- [PROBLEM REQUIREMENTS]
Give the entries again, exactly as written.
[DATA FOR REVIEW Boundary: Start]
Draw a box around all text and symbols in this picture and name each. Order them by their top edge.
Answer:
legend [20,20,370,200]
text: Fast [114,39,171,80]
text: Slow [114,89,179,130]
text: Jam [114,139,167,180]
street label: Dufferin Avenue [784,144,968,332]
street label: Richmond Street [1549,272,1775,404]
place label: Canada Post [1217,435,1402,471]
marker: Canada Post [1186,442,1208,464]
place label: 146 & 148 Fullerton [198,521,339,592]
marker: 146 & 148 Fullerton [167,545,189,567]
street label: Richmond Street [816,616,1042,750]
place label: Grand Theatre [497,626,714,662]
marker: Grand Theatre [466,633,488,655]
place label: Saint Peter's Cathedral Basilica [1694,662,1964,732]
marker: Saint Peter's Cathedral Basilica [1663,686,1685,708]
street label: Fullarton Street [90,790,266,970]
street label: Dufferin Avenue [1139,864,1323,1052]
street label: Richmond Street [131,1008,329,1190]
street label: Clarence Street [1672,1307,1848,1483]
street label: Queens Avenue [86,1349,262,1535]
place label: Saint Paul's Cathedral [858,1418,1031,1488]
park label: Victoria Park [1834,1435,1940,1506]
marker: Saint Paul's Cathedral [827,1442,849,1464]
[DATA FOR REVIEW Boundary: End]
- [WRITTEN ANSWER]
Draw a box around all text and symbols in this picture and name each. Order them by their top edge.
Answer:
legend [20,20,370,200]
text: Fast [114,39,171,80]
text: Slow [114,89,179,130]
text: Jam [114,139,167,180]
street label: Dufferin Avenue [784,144,968,332]
street label: Richmond Street [1549,272,1775,404]
place label: Canada Post [1217,435,1402,471]
marker: Canada Post [1186,442,1208,464]
place label: 146 & 148 Fullerton [198,521,339,592]
marker: 146 & 148 Fullerton [167,545,189,567]
street label: Richmond Street [816,616,1042,750]
place label: Grand Theatre [497,626,714,662]
marker: Grand Theatre [466,633,488,655]
place label: Saint Peter's Cathedral Basilica [1694,662,1964,732]
marker: Saint Peter's Cathedral Basilica [1663,686,1685,708]
street label: Fullarton Street [90,790,266,970]
street label: Dufferin Avenue [1139,864,1323,1052]
street label: Richmond Street [131,1008,329,1190]
street label: Clarence Street [1672,1307,1848,1483]
street label: Queens Avenue [86,1349,262,1535]
place label: Saint Paul's Cathedral [858,1418,1031,1488]
park label: Victoria Park [1834,1435,1940,1506]
marker: Saint Paul's Cathedral [827,1442,849,1464]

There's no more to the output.